EXHIBIT 99.3
[Letterhead of SGBN]
To: | Mattel International Holdings B.V. | |
Gondel 1 P.O. Box 576 | ||
1180 AN Amstelveen | ||
The Netherlands | ||
Mattel France S.A.S. | ||
27-33 rue d’Antony Silic 145 | ||
94523 Rungis Cedex | ||
France | ||
Mattel GmbH | ||
Postfach 10 20 70 | ||
63266 Dreieich | ||
Germany |
July 1st, 2002
Dear Sirs
Master Agreement for the Transfer of Receivables dated 30th November, 2001 between yourselves as the Bank, Mattel France S.A. and Mattel GmbH as the Sellers and ourselves as the Depositor (the “Master Agreement”)
We refer to the Master Agreement and terms defined therein shall have the same meaning when used in this letter.
You have requested the extension of the Commitment Termination Date pursuant to Clause 2.2(b) of the Master Agreement.

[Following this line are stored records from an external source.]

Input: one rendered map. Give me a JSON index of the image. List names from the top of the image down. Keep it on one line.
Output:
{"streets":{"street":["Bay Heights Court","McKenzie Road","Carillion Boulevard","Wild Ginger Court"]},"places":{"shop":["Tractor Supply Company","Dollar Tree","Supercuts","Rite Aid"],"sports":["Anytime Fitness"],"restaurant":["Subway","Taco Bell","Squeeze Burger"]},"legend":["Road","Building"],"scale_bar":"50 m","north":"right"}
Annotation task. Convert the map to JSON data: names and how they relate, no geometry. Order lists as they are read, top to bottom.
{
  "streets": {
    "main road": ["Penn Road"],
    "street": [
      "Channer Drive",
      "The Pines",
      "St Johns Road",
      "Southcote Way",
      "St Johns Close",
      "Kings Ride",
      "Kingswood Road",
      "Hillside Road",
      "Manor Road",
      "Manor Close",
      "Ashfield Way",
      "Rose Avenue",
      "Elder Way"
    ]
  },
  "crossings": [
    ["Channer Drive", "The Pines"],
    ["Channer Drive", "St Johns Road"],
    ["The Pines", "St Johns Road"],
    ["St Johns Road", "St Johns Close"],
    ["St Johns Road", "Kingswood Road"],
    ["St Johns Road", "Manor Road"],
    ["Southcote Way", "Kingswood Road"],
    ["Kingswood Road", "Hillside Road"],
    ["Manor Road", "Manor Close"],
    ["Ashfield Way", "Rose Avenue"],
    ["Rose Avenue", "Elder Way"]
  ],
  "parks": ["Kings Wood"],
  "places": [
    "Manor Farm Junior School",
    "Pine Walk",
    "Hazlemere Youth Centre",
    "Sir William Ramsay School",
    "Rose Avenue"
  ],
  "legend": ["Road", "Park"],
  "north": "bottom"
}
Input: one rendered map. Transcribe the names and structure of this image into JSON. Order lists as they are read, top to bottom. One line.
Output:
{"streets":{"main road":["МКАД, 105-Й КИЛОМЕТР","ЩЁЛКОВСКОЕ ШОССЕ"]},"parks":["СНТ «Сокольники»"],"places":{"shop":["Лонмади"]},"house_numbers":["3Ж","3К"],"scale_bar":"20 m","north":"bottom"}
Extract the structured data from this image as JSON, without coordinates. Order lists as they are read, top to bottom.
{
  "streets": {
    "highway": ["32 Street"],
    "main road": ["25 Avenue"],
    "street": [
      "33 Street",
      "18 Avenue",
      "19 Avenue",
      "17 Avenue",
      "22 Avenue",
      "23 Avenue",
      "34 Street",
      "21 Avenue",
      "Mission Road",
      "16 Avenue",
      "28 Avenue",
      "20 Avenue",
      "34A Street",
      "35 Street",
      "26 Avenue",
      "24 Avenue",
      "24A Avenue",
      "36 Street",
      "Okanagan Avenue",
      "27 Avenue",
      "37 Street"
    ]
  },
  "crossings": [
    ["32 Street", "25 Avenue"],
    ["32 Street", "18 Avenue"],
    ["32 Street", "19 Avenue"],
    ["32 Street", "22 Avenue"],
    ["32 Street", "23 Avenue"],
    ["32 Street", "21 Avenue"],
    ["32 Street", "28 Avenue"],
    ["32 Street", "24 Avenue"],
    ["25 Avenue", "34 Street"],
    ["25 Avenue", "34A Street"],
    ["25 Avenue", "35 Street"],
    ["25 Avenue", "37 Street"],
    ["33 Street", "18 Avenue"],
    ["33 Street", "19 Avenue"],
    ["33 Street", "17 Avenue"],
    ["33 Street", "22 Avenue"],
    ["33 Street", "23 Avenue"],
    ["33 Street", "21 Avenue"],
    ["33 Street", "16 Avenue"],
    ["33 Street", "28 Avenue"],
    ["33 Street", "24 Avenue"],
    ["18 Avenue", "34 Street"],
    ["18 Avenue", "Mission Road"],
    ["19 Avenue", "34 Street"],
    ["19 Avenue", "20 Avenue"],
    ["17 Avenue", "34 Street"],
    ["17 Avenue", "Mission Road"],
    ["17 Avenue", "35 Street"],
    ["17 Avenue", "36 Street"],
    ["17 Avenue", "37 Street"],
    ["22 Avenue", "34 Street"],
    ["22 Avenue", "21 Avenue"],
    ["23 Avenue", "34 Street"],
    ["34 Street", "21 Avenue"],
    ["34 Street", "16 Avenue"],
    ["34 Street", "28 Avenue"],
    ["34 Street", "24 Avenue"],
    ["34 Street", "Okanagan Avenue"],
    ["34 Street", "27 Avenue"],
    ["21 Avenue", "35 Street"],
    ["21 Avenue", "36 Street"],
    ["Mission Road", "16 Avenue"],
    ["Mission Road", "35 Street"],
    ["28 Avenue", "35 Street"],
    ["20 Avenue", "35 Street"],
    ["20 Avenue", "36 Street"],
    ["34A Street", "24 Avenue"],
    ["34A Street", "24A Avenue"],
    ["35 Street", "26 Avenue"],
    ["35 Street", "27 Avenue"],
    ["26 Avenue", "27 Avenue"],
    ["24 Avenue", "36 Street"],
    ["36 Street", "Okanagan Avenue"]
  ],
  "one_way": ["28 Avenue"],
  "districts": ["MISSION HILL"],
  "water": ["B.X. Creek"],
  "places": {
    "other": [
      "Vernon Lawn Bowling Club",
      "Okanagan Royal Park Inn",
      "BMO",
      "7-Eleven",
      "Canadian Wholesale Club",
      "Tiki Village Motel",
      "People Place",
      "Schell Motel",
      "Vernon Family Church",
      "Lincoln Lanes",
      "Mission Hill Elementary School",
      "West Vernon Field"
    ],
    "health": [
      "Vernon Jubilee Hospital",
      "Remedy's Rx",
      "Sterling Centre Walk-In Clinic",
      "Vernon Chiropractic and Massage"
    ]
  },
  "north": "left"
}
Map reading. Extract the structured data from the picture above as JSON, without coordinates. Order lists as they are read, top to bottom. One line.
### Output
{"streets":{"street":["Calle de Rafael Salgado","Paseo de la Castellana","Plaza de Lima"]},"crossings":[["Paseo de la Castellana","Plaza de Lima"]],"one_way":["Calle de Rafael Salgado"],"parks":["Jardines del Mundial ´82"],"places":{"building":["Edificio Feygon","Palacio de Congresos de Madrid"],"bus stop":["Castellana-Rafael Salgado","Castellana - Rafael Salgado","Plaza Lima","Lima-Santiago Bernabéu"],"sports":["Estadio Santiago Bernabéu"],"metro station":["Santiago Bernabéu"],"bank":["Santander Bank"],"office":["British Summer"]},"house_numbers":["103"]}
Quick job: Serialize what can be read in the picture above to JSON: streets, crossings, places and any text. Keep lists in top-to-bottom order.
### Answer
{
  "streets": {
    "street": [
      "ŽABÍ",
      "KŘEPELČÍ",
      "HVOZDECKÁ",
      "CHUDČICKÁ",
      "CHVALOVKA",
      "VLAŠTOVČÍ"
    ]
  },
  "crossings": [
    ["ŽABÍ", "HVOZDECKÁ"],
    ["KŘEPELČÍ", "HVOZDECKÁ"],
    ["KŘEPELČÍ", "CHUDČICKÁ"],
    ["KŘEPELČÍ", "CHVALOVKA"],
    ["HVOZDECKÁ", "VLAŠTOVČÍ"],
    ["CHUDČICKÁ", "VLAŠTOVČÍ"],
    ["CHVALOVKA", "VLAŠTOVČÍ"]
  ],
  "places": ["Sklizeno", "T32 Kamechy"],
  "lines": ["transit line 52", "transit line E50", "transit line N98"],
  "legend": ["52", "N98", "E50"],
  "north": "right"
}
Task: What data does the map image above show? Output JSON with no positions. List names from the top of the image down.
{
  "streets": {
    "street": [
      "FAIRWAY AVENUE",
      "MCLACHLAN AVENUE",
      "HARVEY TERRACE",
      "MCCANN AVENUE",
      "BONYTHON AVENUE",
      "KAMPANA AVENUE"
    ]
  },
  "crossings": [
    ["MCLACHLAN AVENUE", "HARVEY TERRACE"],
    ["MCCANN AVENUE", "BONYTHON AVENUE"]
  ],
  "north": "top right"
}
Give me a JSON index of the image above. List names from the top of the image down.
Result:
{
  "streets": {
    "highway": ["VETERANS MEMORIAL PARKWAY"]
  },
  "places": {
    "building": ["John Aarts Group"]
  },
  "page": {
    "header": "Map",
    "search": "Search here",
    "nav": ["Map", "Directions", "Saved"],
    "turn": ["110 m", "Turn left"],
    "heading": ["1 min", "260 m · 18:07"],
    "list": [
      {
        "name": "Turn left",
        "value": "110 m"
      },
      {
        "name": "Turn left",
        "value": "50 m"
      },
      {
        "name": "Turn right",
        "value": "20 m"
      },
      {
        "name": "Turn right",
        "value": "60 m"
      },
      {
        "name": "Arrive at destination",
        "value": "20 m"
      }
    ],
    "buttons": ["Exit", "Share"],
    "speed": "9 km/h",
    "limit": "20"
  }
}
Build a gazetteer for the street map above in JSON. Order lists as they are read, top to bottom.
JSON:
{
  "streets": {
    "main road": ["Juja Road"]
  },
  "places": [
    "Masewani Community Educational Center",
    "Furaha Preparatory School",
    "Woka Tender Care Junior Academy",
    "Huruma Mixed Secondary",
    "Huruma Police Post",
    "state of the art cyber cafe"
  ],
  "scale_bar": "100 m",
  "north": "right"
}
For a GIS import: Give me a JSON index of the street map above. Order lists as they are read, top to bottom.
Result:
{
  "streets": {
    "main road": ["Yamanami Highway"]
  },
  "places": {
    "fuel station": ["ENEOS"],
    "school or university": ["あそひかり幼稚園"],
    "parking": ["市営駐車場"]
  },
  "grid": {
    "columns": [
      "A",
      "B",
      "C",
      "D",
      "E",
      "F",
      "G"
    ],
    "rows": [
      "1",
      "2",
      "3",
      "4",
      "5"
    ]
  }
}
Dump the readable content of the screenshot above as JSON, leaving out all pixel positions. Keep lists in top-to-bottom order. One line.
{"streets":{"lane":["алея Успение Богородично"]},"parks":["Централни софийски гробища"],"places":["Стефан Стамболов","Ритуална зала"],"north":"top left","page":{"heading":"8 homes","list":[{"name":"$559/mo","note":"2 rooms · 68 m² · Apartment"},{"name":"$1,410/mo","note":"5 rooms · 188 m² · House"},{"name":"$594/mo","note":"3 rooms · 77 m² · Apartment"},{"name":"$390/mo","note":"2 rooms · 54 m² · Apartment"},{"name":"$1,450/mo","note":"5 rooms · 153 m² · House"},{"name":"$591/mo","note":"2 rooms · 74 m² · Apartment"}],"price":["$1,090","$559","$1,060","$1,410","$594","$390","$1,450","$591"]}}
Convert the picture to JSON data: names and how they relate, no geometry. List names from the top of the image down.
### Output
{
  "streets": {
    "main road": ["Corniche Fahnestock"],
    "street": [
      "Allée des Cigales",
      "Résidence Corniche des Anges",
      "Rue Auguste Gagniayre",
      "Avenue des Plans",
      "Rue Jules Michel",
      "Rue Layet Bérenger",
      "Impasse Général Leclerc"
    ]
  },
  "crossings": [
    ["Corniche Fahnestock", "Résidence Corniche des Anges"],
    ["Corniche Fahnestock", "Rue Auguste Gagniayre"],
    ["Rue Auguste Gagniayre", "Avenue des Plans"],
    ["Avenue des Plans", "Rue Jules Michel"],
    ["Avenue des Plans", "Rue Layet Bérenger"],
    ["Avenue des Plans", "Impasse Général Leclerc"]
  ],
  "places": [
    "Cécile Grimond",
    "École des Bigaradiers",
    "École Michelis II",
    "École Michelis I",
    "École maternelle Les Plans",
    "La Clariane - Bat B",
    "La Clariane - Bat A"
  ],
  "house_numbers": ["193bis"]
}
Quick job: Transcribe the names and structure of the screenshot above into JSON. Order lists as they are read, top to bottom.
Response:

We agree to your request, such that the definition ofCommitment Termination Date in Clause 1.1 of the Master Agreement shall be amended to read as follows:
“Commitment Termination Date
means the earliest of the following dates:
(a) | 29th june 2003 or, if that is not a Business Day, the immediately preceding Business Day (as this date may be extended from time to time in accordance with Clause 2.2 (Duration of Commitment)); or |
(b) | the date on which the Commitment is terminated in accordance with Clauses 17.1 (Reduction of the Maximum amount of the Bank’s Funding), 15.17 (Termination) or 21.1 (Gross up).” |
This amendment shall take effect on 1st July, 2002.
Please confirm your agreement to the matters set out above by countersigning the enclosed copy of this letter and returning it to us.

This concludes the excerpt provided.